Forse l'automa più famoso di tutti fu il "Turco giocatore di scacchi" (così detto per la foggia del suo abbigliamento) che giocava con un avversario umano vincendo quasi sistematicamente. Costruito nel 1769 dal barone ungherese Wolfgang von Kempelen, consigliere aulico di meccanica alla corte di Maria Teresa d'Austria, e da lui esibito prima a Vienna e in seguito, dal 1783, in molte città europee.

Dopo la morte del costruttore fu acquistato dal bavarese Johann Nepomuk Maelzel, che continuò ad esibirlo in pubblico senza che nessuno mai riuscisse a svelarne compiutamente il segreto; l'unica cosa certa è che, nel periodo di Maelzel soprattutto, il Turco era quasi sempre guidato da fortissimi giocatori del tempo e ciò spiega la fama di invincibilità di cui godette.

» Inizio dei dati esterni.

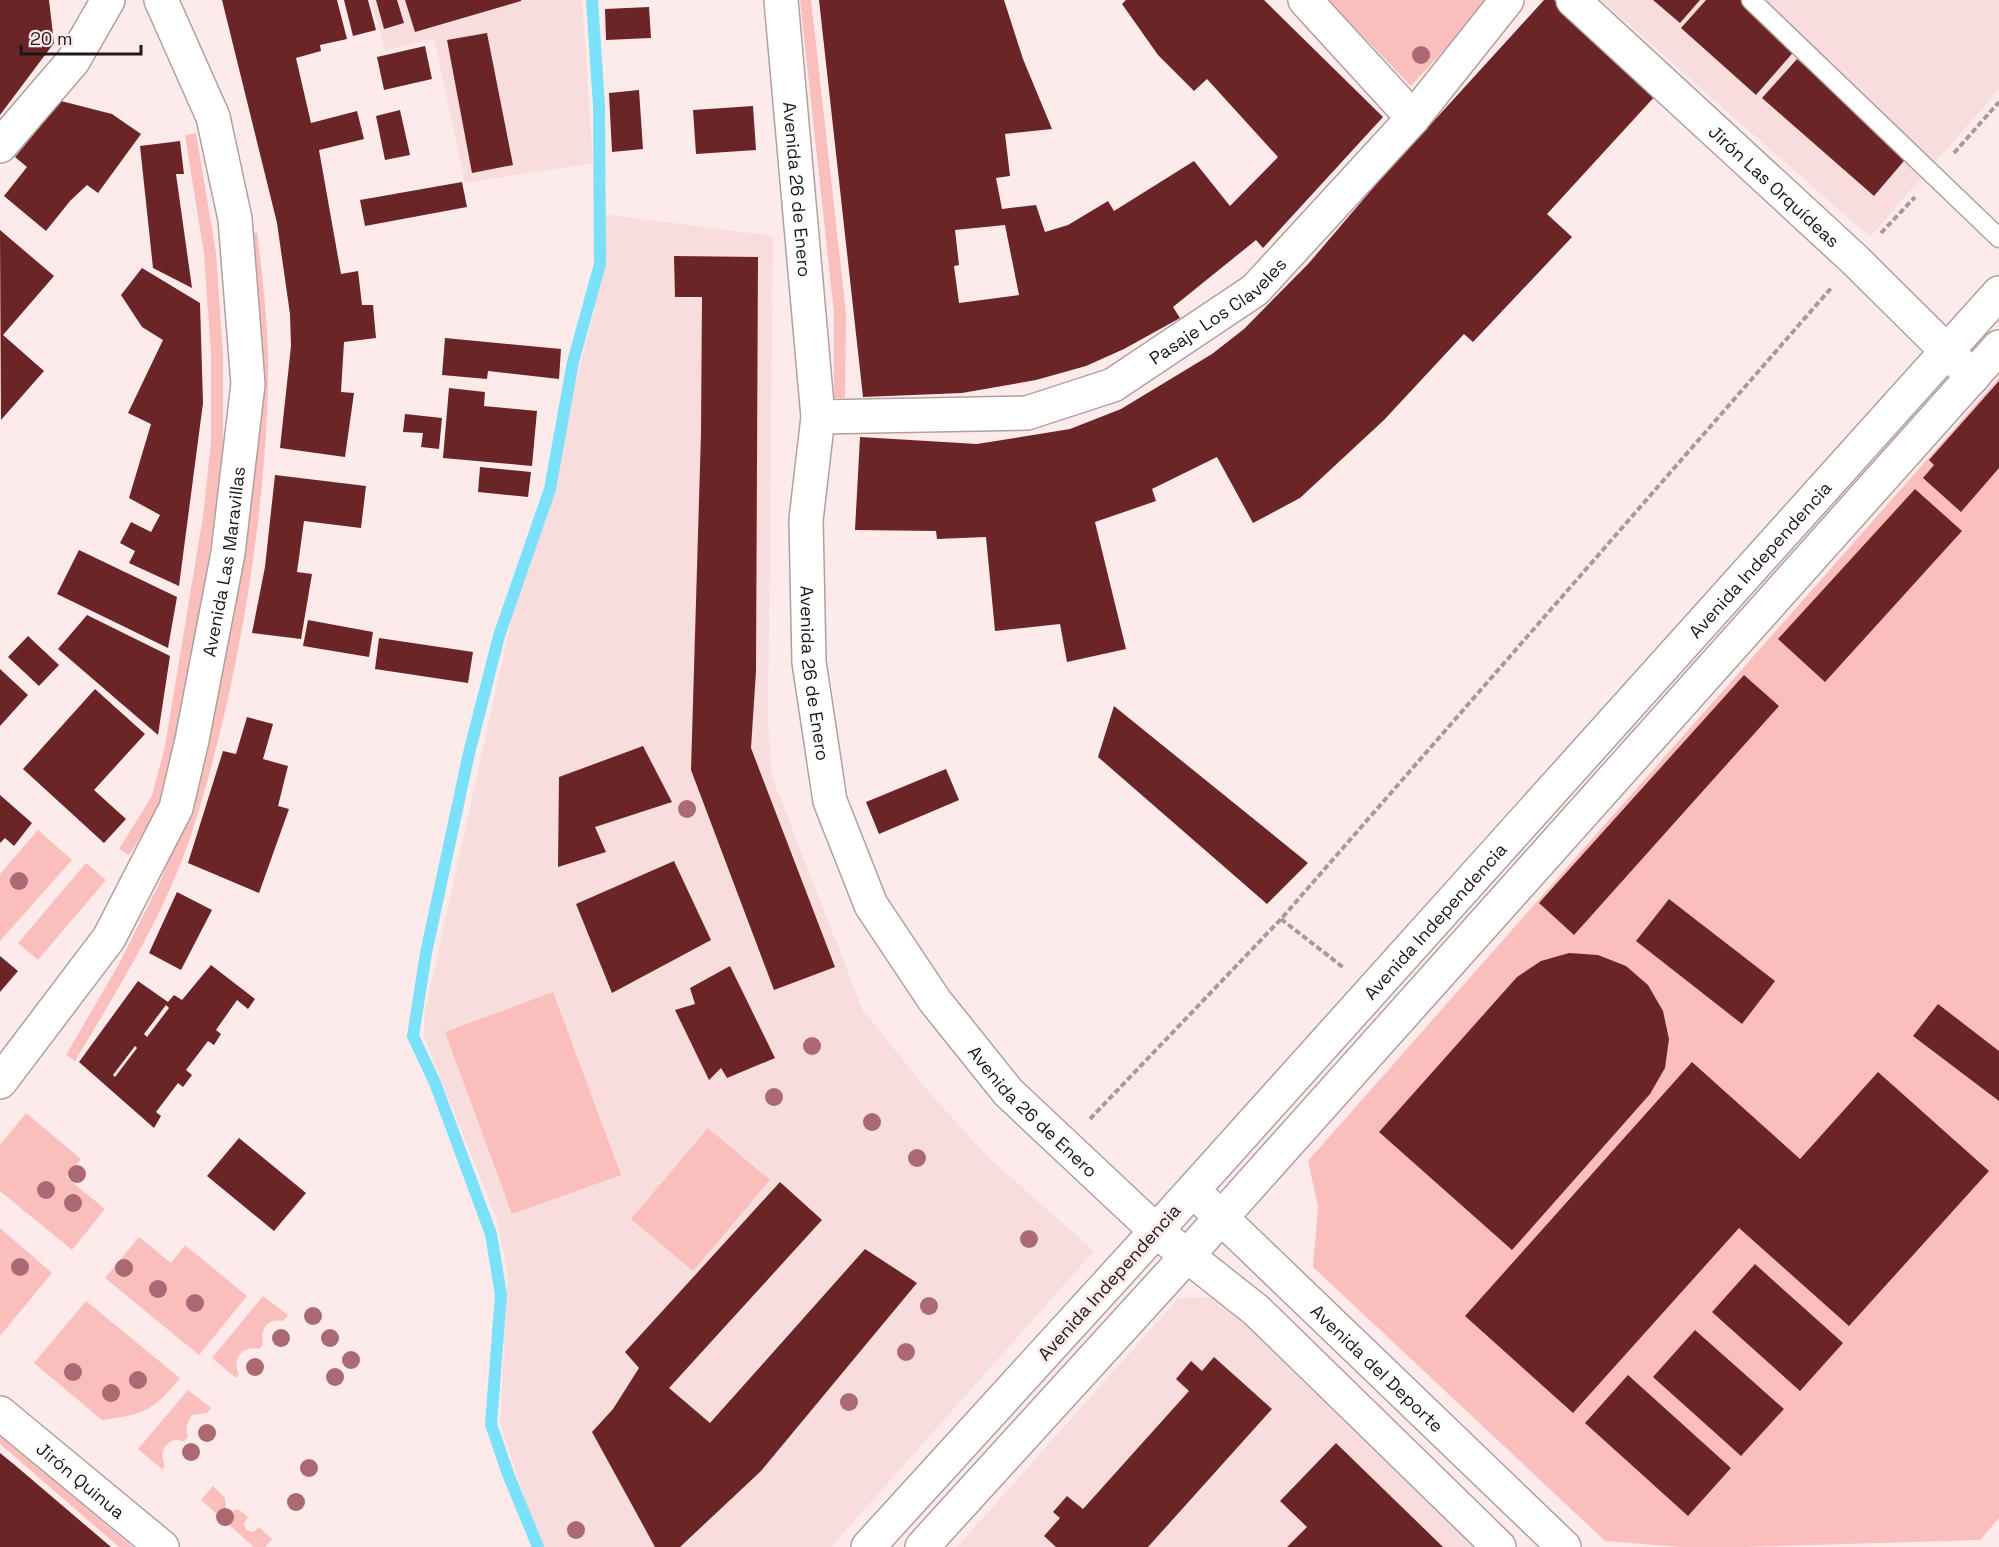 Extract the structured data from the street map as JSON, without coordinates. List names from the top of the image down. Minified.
{"streets":{"street":["Jirón Las Orquídeas","Avenida 26 de Enero","Pasaje Los Claveles","Avenida Independencia","Avenida Las Maravillas","Avenida del Deporte","Jirón Quinua"]},"crossings":[["Jirón Las Orquídeas","Avenida Independencia"],["Avenida 26 de Enero","Pasaje Los Claveles"],["Avenida 26 de Enero","Avenida Independencia"],["Avenida Independencia","Avenida del Deporte"]],"scale_bar":"20 m"}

Nel 1854 finì distrutto in un incendio.

I carillon, automi musicali

Il termine 'carillon', dal latino 'quaternio' (gruppo di quattro) sta andicare una serie di campane accordate diatonicamente, collocate di solito in un campanile e fatte risonare per mezzo di un dispositivo meccanico collegato con una tastiera.

A partire dal XVI secolo i carillon trovarono un enorme successo e la manifattura si sviluppò particolarmente nei Paesi Bassi. Oltre che nelle torri campanarie, i carillon furono utilizzati anche nei parchi e introdotti nel mobilio delle case, creando una profonda passione da parte dei dilettanti e amatori. Nacquero in questo modo piccoli carillon sotto forma di cofanetti, orologi, tabacchiere, soprammobili ornati con figurine o piccole scene in smalto. Essi sfruttavano il sistema del cilindro fonotattico (un rullo di legno o di metallo sulla cui superficie sono infissi chiodi o denti che, ruotando agiscono sul meccanismo dello strumento). Il cilindro era azionato da una manovella, o comandato da dispositivi ad orologeria.